"""

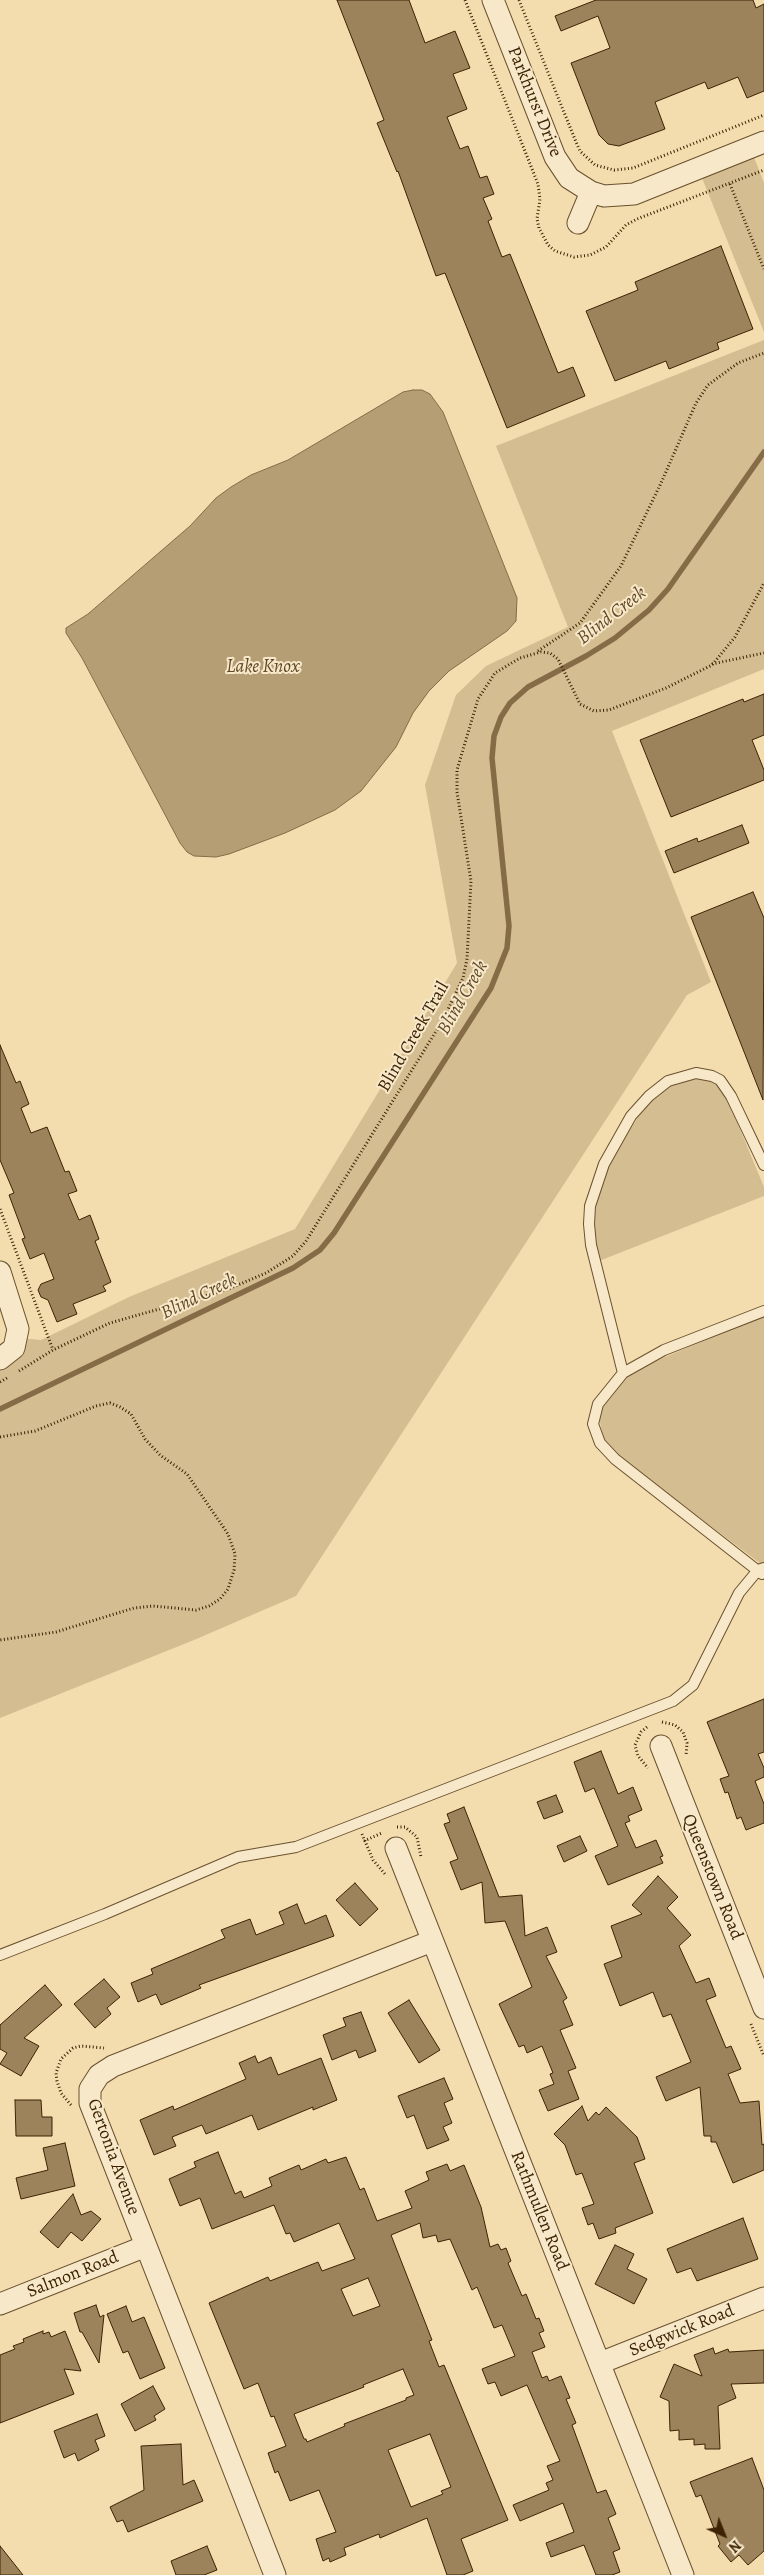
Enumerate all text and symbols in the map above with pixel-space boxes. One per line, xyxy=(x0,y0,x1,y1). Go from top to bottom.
street label: Parkhurst Drive xyxy=(502,44,566,160)
water label: Blind Creek xyxy=(573,582,651,650)
water label: Lake Knox xyxy=(226,656,300,678)
water label: Blind Creek xyxy=(433,957,493,1039)
street label: Blind Creek Trail xyxy=(374,978,454,1096)
water label: Blind Creek xyxy=(157,1269,241,1325)
street label: Queenstown Road xyxy=(677,1811,747,1943)
street label: Gertonia Avenue xyxy=(82,2096,144,2218)
street label: Rathmullen Road xyxy=(505,2148,573,2274)
street label: Salmon Road xyxy=(24,2247,122,2303)
street label: Sedgwick Road xyxy=(626,2300,738,2362)
north arrow xyxy=(699,2510,749,2560)
text: N xyxy=(725,2536,745,2557)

"""

> _Instructions for the task_
An exact copy of the listing is required; return it without any pictures.

> _Completed exercise_
Enumerate all text and symbols in the map above with pixel-space boxes. One per line, xyxy=(x0,y0,x1,y1). Go from top to bottom.
street label: Parkhurst Drive xyxy=(502,44,566,160)
water label: Blind Creek xyxy=(573,582,651,650)
water label: Lake Knox xyxy=(226,656,300,678)
water label: Blind Creek xyxy=(433,957,493,1039)
street label: Blind Creek Trail xyxy=(374,978,454,1096)
water label: Blind Creek xyxy=(157,1269,241,1325)
street label: Queenstown Road xyxy=(677,1811,747,1943)
street label: Gertonia Avenue xyxy=(82,2096,144,2218)
street label: Rathmullen Road xyxy=(505,2148,573,2274)
street label: Salmon Road xyxy=(24,2247,122,2303)
street label: Sedgwick Road xyxy=(626,2300,738,2362)
north arrow xyxy=(699,2510,749,2560)
text: N xyxy=(725,2536,745,2557)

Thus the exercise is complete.